And so, three weeks later we have organised a crane, a van, and two men to pick it up for us. The shipping company are charging custody fees. Mrs K and I are no longer speaking. The transport costs more than the carving. I have to go to Antwerp and sit in the rain for three hours while it’s cleared through customs. The customs officials split it open to check there’s no contraband stuffed inside. They put it back together with insulation tape. Arriving back in Brussels, the Buddha’s not looking so serene in the Belgian light. Worse, there’s no hope in hell that it’s going up the stairs, so it sits in the lobby of the building for six months, being pissed on by passing cats and rats. And more than that, it taunts us, laughing at my inadequacies. The landlord evicts us for causing a permanent fire hazard. By now the story of the Buddha is famous, a “standing joke” between friends, the humour hiding their disgust at my thoughtlessness. Two months later and I am single and homeless, accompanied only by a Buddha too heavy to move. I am a target for drunks, weirdos and curious children. I catch my death on the icy city streets. Buddha looks on, laughing …

***

Considering the implications of this purchase, I run the idea by Mrs K. She replies, “$750 on a buddha????????? Please refrain from buying anything until I arrive.”

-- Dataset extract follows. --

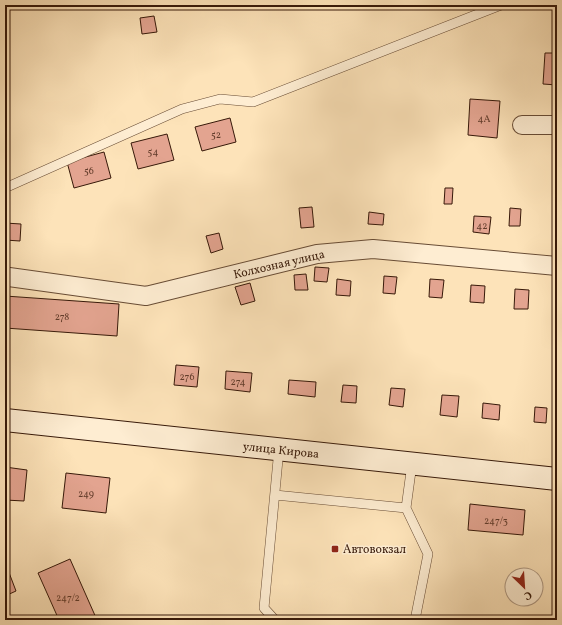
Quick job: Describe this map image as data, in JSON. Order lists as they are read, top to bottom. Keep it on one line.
{"streets":{"main road":["улица Кирова"],"street":["Колхозная улица"]},"places":{"transit":["Автовокзал"]},"house_numbers":["4А","52","54","56","42","278","276","274","249","247/3","247/2"],"north":"bottom right"}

I wonder if it’s too late to cancel the order …






I want your dong!

In Hoi An, halfway up the right-hand side of Vietnam, a Paris of the East. Hoi An is renowned for its cut-price tailors. My memory shall be the rain. It’s got progressively wetter as I’ve progressively progressed north. I’ve yet to invest in a poncho or umbrella, but I think it’s only a matter of time. Time is forcing me to type fast as power-outages are common. My speling wlk not fsufferf, thouhg.
I’ve been on a spending spree. I followed a girl on a bicycle (first time since I was twelve) to her aunty’s shop for my first fisting (my speling wlk not fsufferf) for a pair of suits and a couple of shits (my speling etc.). They gave me coffee, compliments and a Next catalogue. I ordered two suits and two shirts. I can happily say I now look like a high-street mannequin. I’m off to a second shop for a second fitting once the rain has stopped dripping on my keyboard and hopefully this time will be dapperer than ever, my suits chosen from a year-old copy of Men’s Health. (I know.)
Five suits (including one safari suit - they refused to do it for me in powder-blue, muttering something about professional integrity,) four shirts and a winter coat for a couple of cents over 300 euros. Not that I’d risk them at the dry-cleaners, though.
I was worried about being taken to the cleaners here, but have enjoyed fixed pricing and fair-trade. The first shop were mighty pushy, though. I learnt to sell things in Malta, when I touted timeshare to the world. It was a skill I soon forgot, and not nearly as effective as the sometimes doe-eyed, sometimes cheeky and sometimes just plain aggressive Vietnamese Close. In Saigon it was “Motorcycle? Marijuana?” In Dalat, “Where you go? I take you.” In Nha Trang, “Motorbike? You very handsome … I suck you?” Here in Hoi An is the honest and direct “You BUY something?” normally followed with “Why NOT?” If you do succumb, as I did this afternoon, you get a sweet nod of thanks, followed by “You BUY something MORE???”
***
Most blogs are barred in Vietnam by the big IT department in Hanoi, along with various other websites like MSN Groups and the recruitment website of the British Army (well, my thoughts have been to the future …) I can’t see this blog from anywhere here, which means I can’t post pictures, so I’ll have to give you a link  here. Lots of pretty Shakespeare-worship ones and the like. Soon off to Hanoi for more big-city shenanigans …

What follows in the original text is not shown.